Among the entries below, find each line holding "strong" and return it.

## [Entries shown]
_ _ _ _ _ _ _

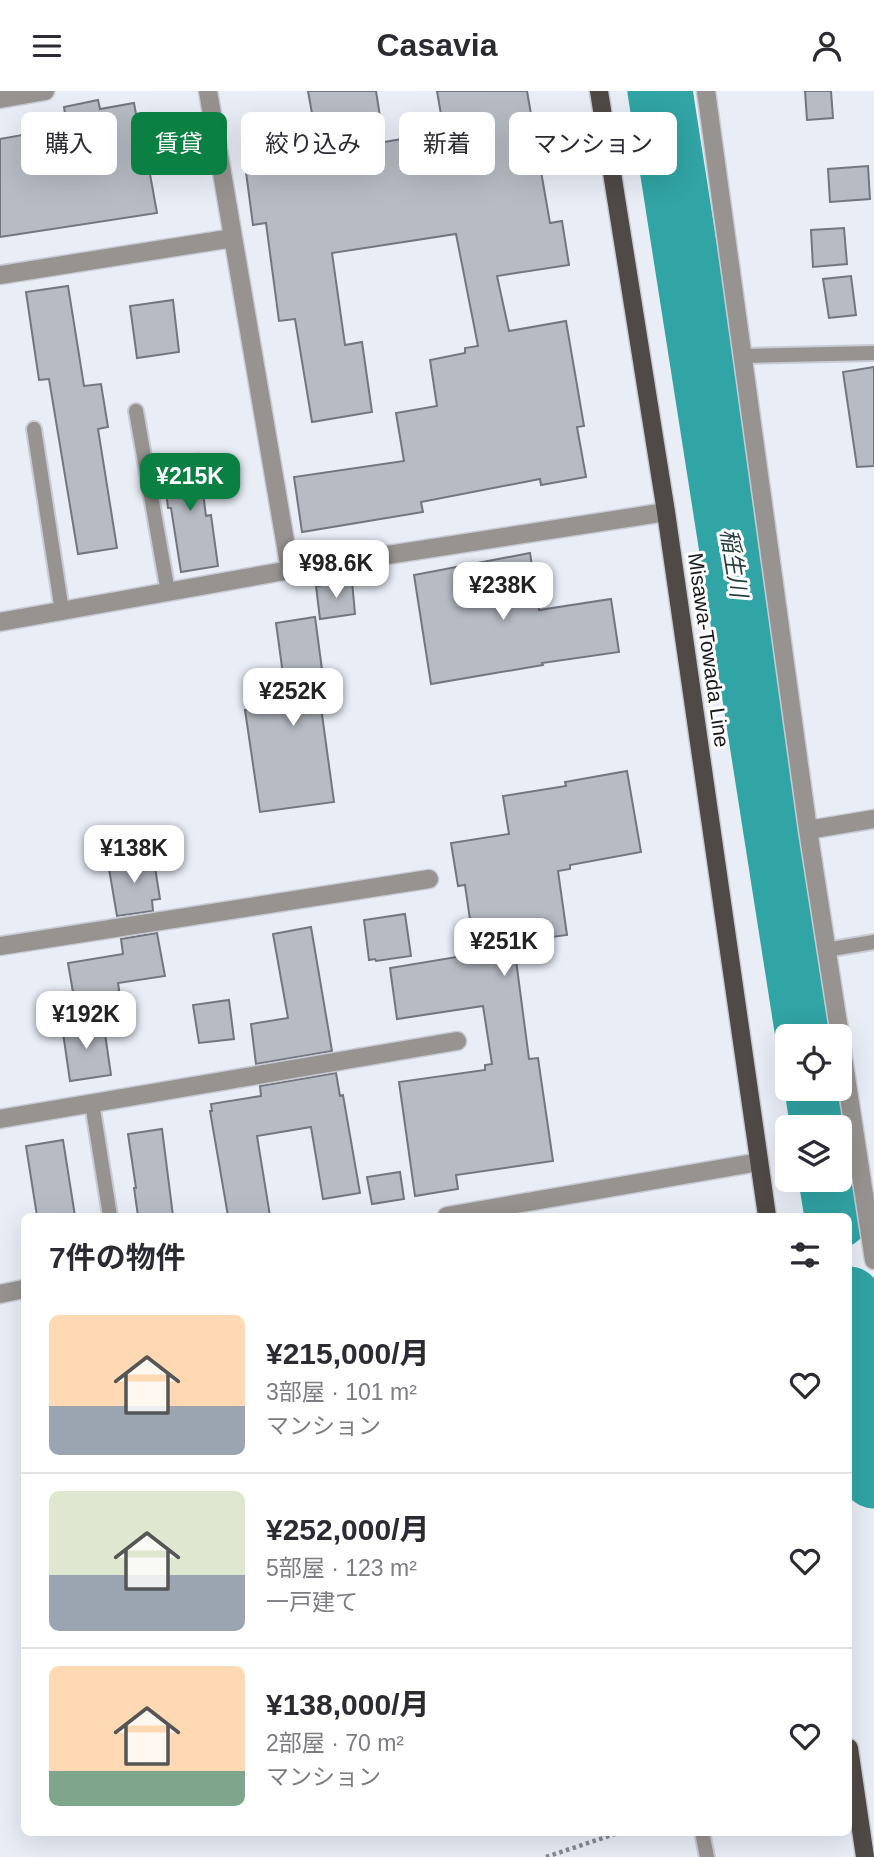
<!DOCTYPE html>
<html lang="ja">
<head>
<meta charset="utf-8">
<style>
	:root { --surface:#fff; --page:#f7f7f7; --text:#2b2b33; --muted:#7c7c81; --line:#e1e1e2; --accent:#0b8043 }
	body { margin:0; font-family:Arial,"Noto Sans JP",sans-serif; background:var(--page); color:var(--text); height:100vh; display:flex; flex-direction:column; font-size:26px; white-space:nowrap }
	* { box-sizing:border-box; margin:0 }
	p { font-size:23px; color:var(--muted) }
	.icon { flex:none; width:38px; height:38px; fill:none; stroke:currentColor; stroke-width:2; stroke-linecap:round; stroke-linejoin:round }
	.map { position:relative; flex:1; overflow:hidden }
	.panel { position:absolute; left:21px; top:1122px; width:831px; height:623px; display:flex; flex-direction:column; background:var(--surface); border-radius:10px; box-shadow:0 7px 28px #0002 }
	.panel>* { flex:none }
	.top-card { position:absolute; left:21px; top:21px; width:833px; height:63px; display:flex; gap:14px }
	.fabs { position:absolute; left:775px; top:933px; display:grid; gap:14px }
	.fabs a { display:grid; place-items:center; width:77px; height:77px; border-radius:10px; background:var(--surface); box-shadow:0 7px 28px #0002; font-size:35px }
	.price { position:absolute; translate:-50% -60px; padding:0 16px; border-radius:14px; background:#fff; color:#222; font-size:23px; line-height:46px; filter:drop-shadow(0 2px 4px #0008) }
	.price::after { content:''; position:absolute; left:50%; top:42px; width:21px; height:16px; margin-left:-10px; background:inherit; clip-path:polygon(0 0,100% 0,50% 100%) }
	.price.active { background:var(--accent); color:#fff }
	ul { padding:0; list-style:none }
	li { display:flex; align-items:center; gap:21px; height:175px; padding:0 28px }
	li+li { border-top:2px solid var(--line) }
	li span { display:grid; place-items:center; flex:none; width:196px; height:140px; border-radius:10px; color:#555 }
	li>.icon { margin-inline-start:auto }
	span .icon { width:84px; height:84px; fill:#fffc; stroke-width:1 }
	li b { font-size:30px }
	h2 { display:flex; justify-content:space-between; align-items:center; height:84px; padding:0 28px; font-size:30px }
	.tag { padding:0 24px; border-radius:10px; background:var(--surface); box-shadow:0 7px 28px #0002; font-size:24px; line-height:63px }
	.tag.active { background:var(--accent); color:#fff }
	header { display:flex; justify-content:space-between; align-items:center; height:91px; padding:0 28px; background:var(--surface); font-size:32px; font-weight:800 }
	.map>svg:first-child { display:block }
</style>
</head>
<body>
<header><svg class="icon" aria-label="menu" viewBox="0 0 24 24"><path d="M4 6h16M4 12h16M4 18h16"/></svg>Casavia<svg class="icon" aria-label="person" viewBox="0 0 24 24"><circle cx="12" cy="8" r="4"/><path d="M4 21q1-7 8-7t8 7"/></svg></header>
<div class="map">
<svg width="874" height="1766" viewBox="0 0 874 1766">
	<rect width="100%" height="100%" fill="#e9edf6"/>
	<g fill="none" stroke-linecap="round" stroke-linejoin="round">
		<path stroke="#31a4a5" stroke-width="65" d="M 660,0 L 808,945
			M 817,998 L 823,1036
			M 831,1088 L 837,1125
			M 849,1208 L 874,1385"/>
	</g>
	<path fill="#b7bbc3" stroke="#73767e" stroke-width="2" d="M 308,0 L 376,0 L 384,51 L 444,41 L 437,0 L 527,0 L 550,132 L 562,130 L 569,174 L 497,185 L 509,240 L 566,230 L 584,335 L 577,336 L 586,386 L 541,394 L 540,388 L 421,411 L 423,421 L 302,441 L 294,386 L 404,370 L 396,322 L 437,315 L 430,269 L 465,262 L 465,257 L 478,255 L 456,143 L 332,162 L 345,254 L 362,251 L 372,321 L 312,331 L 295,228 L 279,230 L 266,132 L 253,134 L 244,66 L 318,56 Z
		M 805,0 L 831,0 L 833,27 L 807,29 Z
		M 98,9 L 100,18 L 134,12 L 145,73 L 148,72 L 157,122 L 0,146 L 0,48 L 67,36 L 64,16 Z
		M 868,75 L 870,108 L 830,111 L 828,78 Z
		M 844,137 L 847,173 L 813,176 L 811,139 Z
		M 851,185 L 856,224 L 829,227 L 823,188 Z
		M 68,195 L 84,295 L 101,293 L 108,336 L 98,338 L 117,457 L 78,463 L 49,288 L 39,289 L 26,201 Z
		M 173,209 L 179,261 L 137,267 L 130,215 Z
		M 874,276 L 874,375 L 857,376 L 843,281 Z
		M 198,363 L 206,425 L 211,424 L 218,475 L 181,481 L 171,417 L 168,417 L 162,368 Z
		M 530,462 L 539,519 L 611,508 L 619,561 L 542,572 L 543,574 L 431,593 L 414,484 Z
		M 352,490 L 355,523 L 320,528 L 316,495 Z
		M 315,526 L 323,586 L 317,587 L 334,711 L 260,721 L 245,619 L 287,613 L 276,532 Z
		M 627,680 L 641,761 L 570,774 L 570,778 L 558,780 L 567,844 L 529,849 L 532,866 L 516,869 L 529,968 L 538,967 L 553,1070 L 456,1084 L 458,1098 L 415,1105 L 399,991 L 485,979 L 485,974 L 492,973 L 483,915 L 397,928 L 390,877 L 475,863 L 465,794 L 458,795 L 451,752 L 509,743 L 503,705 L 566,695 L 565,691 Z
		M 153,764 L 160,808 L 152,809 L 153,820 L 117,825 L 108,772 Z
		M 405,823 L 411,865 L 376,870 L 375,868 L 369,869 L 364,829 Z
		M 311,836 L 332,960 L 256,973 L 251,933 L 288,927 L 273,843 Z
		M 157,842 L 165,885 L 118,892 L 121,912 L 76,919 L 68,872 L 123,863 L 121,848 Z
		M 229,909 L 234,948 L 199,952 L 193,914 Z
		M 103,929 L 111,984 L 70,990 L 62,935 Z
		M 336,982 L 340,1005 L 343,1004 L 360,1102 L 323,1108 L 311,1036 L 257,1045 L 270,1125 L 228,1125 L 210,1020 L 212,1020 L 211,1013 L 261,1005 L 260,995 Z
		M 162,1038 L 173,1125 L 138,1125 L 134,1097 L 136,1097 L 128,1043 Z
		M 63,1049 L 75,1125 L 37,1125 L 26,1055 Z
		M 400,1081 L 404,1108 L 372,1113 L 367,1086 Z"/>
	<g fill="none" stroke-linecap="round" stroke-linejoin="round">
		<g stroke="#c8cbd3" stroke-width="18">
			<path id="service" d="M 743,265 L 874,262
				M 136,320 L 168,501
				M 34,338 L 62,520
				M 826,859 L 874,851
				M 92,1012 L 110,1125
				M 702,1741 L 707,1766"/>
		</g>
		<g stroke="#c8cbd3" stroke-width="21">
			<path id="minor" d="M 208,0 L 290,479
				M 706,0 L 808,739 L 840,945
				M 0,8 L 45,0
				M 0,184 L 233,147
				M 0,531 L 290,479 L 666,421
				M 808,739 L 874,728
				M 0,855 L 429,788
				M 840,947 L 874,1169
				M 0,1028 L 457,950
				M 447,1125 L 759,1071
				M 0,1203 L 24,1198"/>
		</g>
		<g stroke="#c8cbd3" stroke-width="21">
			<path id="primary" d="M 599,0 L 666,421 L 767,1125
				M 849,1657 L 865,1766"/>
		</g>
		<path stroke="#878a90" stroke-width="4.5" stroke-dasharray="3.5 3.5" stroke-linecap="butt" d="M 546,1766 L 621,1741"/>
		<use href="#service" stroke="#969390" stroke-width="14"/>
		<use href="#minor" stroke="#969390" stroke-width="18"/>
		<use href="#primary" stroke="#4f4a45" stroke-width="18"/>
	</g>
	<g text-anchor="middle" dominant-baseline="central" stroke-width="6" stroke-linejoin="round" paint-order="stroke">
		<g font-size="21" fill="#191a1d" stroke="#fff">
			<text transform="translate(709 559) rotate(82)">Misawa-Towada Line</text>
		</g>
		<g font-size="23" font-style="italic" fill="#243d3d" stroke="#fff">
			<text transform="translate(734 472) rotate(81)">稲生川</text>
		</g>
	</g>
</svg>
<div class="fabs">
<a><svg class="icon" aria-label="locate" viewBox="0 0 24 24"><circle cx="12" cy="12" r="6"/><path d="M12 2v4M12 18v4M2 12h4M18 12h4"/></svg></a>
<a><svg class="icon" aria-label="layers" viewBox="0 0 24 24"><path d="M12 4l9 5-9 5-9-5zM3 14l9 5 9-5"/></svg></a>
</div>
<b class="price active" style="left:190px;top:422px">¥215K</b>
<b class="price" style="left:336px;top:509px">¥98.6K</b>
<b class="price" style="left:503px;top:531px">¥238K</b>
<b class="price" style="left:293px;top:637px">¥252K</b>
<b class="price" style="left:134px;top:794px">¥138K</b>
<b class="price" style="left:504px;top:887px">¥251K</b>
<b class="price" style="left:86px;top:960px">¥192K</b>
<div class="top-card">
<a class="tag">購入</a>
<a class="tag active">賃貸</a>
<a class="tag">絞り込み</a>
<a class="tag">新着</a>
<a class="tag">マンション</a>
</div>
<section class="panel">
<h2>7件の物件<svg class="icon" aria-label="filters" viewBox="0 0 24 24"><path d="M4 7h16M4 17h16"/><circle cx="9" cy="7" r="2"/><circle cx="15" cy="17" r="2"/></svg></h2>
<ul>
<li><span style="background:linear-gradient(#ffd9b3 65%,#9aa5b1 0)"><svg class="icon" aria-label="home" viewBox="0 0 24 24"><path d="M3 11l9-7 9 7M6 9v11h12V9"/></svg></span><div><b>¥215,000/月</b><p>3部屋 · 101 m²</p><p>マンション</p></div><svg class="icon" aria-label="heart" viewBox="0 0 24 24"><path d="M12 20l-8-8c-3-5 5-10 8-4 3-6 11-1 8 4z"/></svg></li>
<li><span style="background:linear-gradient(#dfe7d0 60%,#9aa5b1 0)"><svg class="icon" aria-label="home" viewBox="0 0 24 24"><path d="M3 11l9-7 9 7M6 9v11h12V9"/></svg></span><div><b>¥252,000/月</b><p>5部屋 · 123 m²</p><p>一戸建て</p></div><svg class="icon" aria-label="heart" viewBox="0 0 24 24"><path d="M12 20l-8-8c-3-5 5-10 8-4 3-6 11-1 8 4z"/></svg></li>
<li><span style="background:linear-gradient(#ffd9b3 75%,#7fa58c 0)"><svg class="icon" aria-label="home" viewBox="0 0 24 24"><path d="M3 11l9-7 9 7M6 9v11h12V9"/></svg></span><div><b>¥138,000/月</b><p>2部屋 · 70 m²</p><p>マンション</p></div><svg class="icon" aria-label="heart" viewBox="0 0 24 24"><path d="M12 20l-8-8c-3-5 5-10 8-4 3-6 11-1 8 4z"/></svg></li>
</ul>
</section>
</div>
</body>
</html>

_ _ _ _ _ _ _

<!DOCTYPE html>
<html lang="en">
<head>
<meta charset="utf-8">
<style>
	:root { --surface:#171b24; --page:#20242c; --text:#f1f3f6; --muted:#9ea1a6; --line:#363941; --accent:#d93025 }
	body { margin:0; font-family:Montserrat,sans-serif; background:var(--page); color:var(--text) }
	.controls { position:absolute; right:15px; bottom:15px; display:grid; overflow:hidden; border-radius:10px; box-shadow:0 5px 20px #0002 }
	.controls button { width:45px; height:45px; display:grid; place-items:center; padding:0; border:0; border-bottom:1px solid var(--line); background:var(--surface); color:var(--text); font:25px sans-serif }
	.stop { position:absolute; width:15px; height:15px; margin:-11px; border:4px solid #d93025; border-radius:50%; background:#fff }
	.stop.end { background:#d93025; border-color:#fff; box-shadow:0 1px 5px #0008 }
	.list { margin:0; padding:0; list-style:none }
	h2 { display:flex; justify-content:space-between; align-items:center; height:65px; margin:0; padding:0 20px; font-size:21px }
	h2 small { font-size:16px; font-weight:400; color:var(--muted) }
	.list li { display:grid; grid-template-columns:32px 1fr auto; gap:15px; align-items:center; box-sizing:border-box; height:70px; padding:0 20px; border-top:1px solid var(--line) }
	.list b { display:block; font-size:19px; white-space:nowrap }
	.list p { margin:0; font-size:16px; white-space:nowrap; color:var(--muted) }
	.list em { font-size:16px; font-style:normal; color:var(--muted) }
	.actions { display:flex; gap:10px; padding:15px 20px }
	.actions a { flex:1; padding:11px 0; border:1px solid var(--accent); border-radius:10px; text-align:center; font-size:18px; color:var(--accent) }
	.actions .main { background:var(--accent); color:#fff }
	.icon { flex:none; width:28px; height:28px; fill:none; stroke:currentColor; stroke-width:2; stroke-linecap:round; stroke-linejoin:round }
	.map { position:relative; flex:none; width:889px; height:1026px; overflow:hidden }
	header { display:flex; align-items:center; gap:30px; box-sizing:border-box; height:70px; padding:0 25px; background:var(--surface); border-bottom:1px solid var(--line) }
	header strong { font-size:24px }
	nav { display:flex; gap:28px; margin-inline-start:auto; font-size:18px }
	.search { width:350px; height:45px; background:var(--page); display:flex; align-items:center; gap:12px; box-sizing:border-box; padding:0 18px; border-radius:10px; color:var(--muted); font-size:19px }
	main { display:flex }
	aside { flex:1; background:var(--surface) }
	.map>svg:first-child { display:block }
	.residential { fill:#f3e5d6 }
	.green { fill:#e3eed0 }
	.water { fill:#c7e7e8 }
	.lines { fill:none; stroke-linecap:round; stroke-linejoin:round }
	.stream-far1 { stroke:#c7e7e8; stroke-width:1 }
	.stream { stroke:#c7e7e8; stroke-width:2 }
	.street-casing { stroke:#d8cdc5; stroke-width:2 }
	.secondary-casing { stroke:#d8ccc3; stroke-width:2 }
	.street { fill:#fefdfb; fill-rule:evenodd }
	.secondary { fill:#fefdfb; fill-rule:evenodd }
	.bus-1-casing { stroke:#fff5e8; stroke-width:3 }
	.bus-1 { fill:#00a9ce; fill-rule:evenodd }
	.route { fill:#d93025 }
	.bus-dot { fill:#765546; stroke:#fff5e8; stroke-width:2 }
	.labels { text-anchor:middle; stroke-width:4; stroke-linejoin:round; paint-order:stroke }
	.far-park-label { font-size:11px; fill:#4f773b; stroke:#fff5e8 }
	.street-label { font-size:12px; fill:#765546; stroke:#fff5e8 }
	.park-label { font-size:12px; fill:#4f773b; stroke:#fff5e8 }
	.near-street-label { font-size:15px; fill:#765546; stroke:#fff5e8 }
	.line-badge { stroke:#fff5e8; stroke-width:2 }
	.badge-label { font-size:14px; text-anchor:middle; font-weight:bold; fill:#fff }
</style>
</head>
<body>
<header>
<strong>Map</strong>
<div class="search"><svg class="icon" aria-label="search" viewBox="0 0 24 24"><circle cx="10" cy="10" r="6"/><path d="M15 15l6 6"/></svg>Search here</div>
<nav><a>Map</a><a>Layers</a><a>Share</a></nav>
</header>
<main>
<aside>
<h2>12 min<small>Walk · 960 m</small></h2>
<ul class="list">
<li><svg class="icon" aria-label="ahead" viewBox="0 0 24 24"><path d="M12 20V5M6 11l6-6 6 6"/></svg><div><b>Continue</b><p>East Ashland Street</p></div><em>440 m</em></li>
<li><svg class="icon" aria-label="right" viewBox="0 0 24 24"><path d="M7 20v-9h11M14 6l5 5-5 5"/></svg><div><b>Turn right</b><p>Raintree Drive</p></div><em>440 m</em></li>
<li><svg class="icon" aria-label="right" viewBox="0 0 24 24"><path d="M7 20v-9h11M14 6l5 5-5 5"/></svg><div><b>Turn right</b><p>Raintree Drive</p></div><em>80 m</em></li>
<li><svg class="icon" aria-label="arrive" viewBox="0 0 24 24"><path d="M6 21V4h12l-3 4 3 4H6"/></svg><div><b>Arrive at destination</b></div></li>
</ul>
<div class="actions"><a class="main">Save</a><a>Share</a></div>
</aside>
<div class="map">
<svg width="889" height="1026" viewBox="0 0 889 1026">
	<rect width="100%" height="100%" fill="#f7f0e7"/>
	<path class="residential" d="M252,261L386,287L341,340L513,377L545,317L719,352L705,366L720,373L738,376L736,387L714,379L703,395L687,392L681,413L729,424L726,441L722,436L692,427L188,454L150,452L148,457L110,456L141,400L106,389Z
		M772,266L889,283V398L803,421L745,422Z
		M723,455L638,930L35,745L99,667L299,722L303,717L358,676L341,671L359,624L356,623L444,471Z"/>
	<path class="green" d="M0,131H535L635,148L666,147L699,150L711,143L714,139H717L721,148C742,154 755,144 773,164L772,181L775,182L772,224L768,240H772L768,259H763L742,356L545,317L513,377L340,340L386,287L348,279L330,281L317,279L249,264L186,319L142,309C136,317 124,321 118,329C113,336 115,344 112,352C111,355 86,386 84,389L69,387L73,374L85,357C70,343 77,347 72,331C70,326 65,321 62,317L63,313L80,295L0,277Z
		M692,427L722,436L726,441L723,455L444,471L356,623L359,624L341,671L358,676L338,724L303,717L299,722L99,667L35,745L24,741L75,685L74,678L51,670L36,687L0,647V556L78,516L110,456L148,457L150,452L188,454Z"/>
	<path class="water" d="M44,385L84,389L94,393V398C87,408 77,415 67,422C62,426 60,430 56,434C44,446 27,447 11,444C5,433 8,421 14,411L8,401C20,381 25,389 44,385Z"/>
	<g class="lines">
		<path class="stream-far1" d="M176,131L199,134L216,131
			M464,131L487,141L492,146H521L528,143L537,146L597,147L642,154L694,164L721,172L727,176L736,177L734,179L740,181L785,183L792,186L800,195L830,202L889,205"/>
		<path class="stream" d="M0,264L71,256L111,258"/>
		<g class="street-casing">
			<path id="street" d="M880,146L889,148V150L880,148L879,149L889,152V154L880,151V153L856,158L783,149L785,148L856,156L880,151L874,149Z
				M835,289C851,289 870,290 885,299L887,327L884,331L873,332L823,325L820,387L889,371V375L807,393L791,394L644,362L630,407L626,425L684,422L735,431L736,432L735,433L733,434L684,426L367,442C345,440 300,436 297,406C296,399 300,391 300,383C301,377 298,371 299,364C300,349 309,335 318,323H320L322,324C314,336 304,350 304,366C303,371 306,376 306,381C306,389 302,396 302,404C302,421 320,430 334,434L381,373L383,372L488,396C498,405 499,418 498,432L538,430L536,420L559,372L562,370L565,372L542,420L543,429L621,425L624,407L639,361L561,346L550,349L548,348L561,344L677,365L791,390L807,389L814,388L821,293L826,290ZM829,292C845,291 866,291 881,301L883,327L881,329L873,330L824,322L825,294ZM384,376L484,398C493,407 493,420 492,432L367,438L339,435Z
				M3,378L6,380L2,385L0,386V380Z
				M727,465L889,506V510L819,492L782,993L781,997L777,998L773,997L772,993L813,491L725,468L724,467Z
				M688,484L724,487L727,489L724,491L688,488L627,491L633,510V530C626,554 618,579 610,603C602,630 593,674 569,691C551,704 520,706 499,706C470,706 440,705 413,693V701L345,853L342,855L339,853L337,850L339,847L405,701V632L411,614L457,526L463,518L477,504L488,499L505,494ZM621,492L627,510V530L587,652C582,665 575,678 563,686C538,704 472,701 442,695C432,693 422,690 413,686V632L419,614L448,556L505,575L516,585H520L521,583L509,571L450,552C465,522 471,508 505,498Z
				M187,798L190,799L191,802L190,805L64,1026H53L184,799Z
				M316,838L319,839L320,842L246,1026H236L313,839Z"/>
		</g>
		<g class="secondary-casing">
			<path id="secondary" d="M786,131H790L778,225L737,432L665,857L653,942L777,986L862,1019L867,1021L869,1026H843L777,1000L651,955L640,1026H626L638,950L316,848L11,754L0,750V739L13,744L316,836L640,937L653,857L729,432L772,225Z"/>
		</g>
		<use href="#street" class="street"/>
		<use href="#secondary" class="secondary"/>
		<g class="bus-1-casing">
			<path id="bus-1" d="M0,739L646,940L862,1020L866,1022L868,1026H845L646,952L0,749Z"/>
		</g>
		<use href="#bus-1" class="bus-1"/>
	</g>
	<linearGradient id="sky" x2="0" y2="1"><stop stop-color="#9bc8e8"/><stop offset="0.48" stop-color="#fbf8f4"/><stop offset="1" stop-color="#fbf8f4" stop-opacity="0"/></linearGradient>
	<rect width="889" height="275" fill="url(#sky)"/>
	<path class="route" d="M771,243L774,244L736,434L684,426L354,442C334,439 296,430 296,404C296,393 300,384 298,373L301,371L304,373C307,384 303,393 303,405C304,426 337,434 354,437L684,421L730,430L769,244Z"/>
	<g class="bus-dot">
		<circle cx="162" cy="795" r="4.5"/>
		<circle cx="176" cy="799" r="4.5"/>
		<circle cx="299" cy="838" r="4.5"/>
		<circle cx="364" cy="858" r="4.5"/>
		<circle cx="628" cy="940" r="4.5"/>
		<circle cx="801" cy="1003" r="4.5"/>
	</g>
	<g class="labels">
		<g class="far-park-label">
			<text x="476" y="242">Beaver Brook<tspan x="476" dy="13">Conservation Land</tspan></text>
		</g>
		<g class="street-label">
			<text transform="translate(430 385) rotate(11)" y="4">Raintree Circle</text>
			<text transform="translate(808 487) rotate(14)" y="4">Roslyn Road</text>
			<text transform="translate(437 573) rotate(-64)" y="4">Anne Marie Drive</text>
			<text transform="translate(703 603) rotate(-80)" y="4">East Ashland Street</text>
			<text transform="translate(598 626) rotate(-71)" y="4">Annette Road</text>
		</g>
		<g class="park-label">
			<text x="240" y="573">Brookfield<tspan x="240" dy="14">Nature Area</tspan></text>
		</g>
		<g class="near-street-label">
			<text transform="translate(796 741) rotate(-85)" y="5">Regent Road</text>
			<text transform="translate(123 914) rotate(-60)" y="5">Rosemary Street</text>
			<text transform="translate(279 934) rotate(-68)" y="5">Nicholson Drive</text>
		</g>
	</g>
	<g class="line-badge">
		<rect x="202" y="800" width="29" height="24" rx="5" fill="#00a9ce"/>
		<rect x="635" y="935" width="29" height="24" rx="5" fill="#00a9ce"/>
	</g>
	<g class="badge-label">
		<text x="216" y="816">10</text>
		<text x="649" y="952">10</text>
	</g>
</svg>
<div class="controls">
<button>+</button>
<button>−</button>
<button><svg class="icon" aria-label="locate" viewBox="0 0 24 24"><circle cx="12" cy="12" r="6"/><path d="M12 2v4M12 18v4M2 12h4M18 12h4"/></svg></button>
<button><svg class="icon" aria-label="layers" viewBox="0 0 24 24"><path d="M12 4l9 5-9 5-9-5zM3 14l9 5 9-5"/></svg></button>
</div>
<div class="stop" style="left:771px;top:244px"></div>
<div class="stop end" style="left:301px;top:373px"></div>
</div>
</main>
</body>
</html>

_ _ _ _ _ _ _

## [Answer to this problem]
	header strong { font-size:24px }
<strong>Map</strong>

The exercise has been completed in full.